▸ **Listed entries**:
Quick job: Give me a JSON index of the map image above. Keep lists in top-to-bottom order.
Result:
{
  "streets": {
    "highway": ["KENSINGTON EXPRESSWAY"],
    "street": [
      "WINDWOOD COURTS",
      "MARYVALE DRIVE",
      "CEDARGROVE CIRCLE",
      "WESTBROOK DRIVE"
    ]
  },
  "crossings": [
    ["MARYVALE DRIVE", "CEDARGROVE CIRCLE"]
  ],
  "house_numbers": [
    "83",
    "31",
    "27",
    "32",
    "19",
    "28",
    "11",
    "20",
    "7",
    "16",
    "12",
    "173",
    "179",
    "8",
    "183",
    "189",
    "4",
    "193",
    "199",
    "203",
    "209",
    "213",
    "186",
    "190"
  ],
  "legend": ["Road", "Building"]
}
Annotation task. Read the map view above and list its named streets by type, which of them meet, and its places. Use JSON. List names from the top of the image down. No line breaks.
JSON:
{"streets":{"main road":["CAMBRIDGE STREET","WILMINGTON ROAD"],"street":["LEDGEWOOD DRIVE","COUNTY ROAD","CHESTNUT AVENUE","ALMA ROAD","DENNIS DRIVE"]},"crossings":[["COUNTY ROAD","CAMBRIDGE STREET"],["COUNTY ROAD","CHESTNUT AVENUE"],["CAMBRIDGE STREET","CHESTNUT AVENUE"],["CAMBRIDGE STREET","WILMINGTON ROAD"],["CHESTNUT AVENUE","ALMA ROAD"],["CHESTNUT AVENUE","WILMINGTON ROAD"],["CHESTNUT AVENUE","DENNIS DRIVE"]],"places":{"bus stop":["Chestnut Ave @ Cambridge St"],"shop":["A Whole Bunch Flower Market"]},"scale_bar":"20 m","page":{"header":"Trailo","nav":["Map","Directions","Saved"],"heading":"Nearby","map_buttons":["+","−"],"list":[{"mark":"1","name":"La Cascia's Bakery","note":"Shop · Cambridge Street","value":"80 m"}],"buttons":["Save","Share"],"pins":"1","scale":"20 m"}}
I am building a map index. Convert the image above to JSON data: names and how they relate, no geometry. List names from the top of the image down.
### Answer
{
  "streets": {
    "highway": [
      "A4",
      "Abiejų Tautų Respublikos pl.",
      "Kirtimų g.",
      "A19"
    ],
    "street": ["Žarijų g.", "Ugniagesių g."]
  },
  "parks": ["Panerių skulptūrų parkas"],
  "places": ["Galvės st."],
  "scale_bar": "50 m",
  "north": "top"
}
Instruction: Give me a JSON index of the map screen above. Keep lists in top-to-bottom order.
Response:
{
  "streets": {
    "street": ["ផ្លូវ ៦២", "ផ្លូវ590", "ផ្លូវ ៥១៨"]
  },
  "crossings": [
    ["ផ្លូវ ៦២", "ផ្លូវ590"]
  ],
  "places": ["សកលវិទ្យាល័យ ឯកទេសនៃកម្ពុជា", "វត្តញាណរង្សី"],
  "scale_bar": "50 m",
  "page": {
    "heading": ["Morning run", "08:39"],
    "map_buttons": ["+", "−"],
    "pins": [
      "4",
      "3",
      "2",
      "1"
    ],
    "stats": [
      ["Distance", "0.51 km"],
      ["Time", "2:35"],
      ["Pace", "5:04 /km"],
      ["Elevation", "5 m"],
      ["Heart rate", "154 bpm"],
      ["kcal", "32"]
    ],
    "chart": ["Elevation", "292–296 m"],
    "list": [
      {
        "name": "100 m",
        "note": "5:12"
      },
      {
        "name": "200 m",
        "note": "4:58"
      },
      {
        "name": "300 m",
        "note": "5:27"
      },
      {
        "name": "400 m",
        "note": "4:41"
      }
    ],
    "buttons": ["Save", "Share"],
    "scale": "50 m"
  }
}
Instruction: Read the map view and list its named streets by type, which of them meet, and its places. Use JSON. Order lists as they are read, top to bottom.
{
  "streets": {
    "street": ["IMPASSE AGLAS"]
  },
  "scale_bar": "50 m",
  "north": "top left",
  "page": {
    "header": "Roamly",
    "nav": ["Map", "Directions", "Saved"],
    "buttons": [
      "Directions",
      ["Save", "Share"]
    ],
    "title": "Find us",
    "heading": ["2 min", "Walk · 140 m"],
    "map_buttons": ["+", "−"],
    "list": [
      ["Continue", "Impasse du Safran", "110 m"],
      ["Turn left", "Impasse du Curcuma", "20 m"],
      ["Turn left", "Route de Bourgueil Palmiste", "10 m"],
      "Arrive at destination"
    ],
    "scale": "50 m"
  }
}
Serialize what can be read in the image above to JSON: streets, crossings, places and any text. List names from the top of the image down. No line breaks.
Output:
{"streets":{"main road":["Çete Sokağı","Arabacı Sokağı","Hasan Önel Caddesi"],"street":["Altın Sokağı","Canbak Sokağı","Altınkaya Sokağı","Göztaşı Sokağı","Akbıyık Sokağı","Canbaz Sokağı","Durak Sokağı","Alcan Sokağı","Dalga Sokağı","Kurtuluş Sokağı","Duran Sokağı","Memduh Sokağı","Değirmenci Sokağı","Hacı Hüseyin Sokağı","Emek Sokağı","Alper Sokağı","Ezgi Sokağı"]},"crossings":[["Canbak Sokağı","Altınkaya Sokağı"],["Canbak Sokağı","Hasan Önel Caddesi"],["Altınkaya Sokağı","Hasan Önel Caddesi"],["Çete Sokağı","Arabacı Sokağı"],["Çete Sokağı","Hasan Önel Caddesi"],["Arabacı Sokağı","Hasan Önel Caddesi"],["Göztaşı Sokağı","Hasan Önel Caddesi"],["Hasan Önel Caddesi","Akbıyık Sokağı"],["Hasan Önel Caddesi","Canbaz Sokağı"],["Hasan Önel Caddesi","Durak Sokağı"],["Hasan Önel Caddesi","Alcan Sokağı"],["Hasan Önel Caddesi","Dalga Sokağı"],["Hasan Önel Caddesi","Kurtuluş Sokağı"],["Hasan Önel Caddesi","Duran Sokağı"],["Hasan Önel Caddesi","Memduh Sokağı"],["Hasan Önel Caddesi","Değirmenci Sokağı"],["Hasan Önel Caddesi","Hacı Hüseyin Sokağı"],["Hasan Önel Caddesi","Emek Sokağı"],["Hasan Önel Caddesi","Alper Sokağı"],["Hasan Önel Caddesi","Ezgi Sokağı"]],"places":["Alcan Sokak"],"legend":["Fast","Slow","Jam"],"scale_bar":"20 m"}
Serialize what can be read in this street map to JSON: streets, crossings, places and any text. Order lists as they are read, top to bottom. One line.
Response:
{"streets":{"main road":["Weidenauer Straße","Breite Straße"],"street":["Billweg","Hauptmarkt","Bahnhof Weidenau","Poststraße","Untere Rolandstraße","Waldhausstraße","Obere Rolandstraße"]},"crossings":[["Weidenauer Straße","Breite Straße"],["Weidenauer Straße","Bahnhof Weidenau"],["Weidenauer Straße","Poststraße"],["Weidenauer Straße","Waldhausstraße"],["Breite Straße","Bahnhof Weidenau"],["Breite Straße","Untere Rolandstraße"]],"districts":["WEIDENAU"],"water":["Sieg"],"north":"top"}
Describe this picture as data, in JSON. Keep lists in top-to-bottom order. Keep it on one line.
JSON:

▸ **Work required**:
Each line that contains "this" is to be copied from the listing above.

▸ **Exercise answer**:
Serialize what can be read in this street map to JSON: streets, crossings, places and any text. Order lists as they are read, top to bottom. One line.
Describe this picture as data, in JSON. Keep lists in top-to-bottom order. Keep it on one line.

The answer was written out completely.